*** Begin section ***

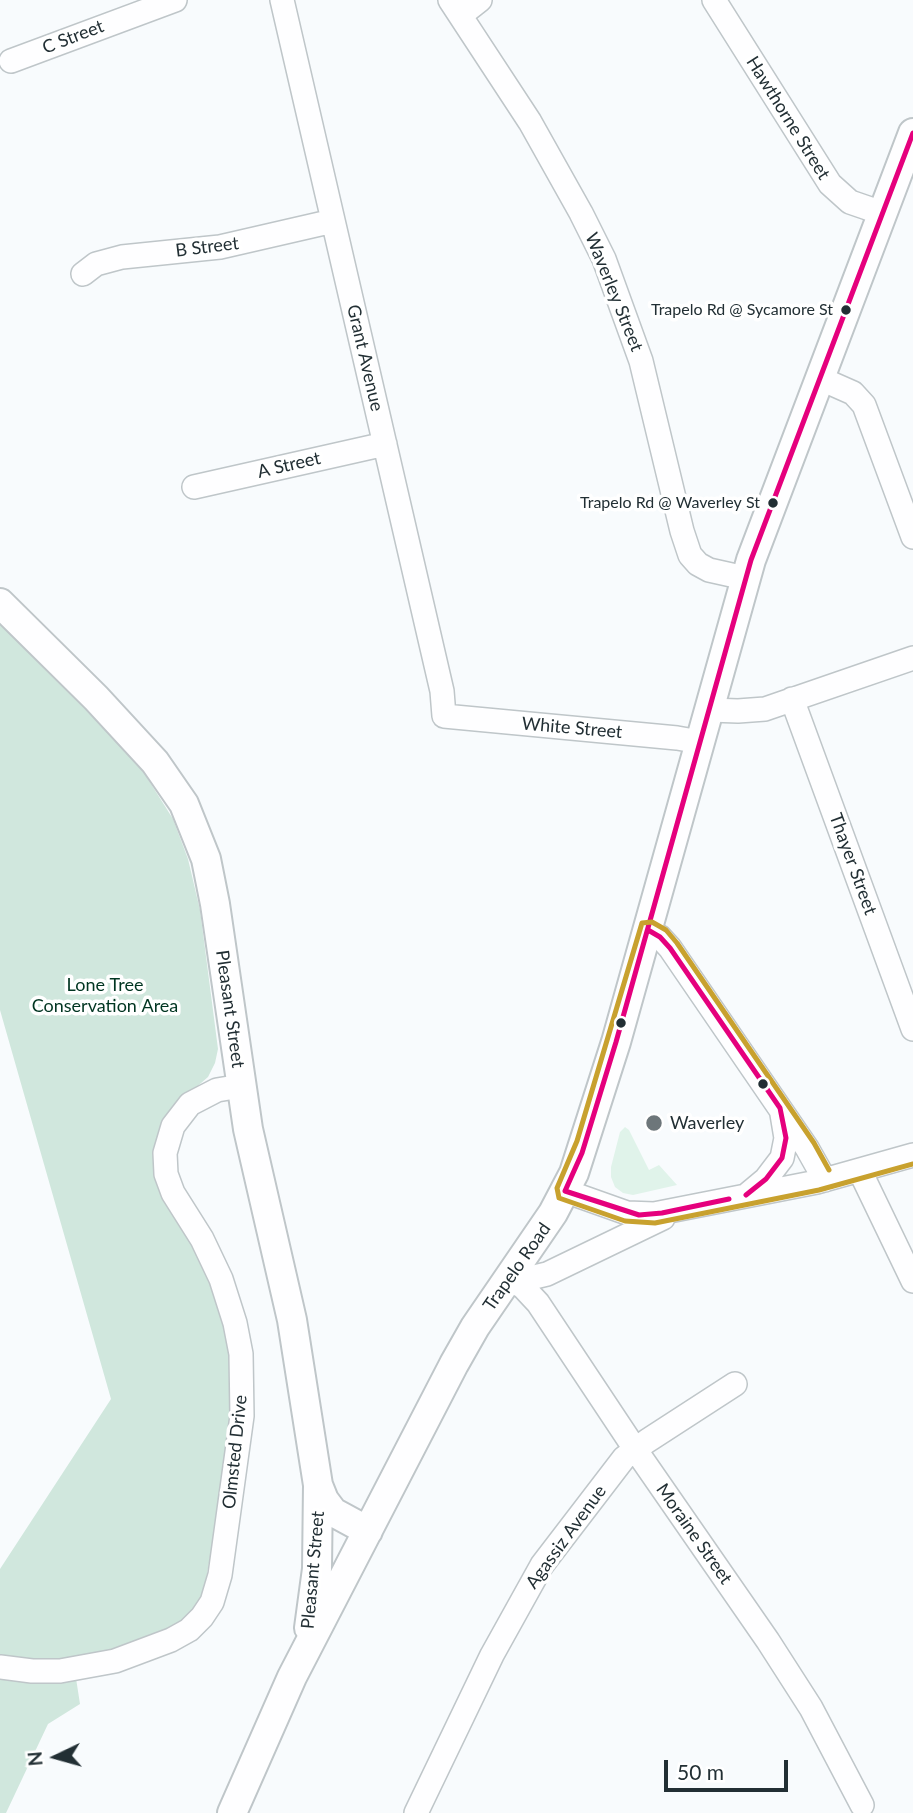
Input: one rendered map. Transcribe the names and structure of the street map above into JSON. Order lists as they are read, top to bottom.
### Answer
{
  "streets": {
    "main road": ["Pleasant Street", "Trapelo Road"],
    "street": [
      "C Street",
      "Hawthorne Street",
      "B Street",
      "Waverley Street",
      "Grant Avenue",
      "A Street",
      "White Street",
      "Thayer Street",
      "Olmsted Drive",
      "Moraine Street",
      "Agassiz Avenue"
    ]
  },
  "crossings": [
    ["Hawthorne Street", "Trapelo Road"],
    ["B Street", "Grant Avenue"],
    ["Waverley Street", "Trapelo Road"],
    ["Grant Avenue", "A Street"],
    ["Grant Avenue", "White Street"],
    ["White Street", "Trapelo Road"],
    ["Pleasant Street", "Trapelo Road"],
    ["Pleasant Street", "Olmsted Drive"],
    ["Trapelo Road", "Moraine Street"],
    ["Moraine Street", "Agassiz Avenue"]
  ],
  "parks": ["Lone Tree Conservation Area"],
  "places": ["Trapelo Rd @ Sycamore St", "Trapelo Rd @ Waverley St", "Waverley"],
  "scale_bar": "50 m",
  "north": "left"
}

*** End section ***
*** Begin section ***

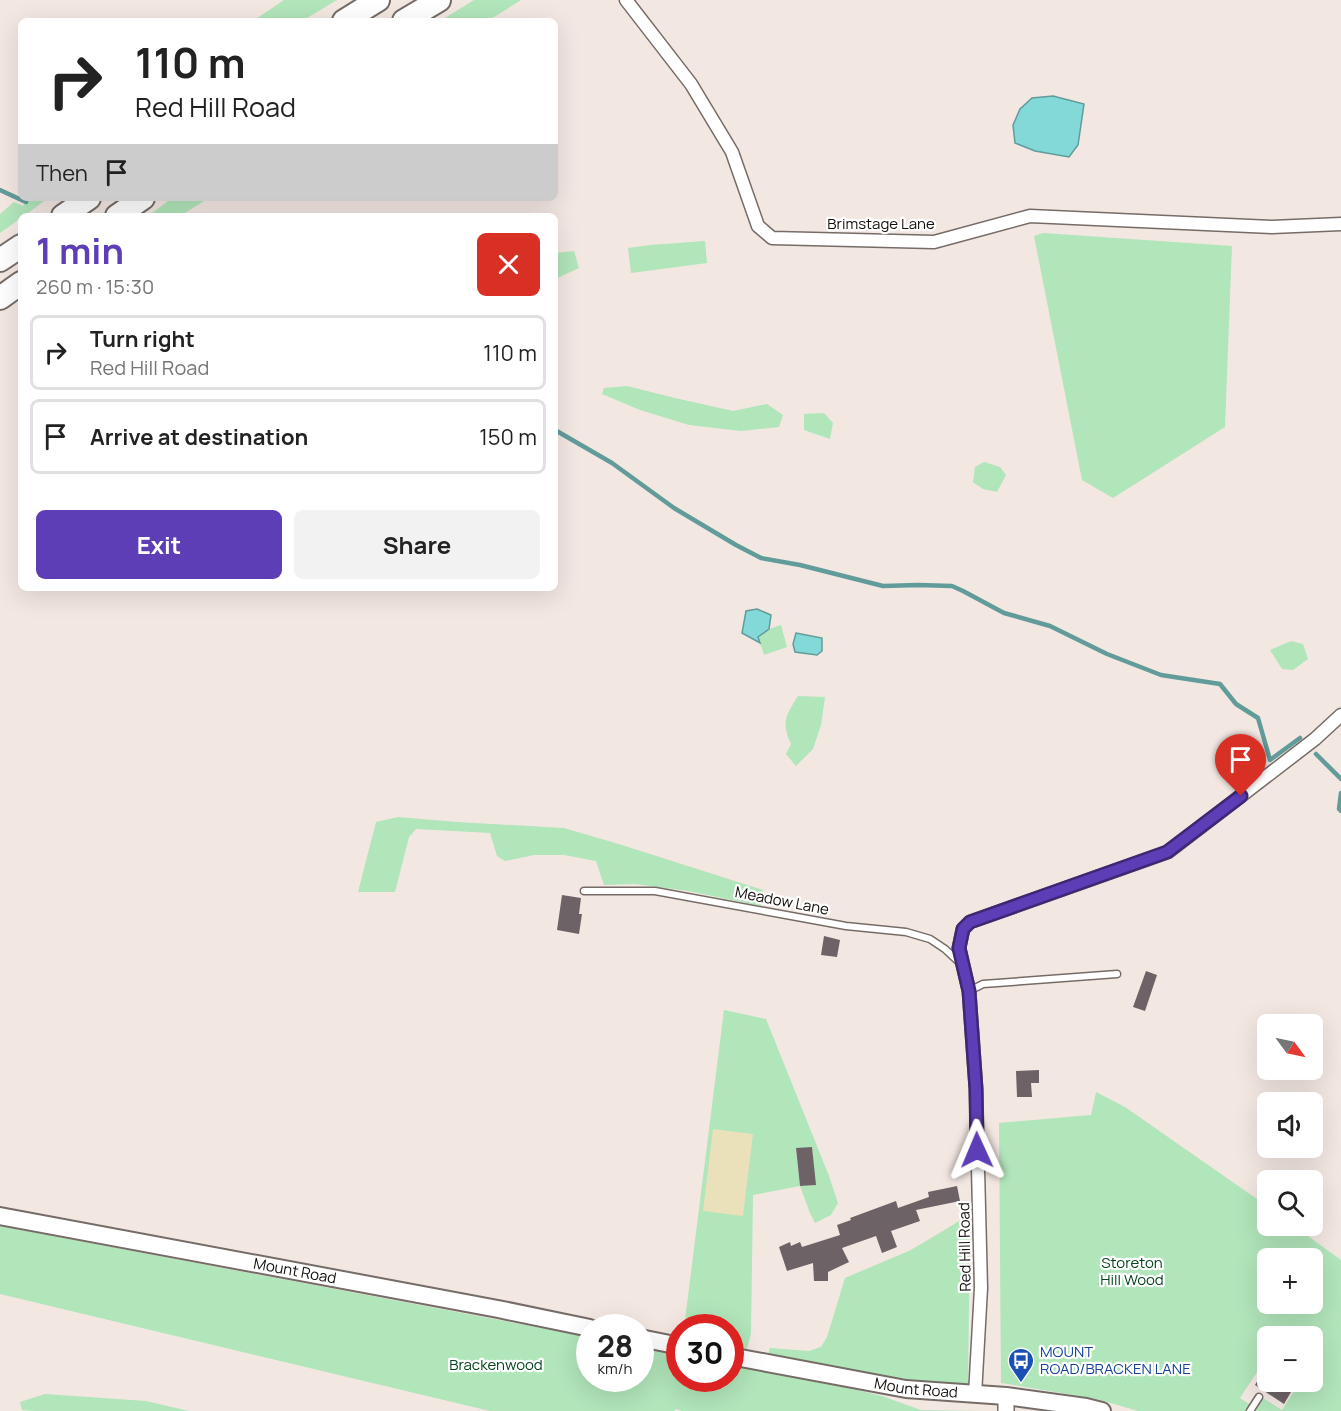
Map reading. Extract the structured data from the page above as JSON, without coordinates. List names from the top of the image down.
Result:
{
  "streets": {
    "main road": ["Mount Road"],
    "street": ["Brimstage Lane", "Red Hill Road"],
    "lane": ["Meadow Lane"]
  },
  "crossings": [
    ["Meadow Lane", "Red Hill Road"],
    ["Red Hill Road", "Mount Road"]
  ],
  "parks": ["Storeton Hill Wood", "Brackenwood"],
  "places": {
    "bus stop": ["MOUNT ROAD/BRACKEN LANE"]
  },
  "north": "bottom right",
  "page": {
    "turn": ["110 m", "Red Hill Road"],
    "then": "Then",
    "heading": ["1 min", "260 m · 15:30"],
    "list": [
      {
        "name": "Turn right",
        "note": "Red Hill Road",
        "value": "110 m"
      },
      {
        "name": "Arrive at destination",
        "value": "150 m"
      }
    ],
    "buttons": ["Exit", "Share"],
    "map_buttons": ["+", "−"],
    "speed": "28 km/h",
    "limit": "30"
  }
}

*** End section ***

Lines of the listing that include the string "main" are to be counted; state that count alone.

2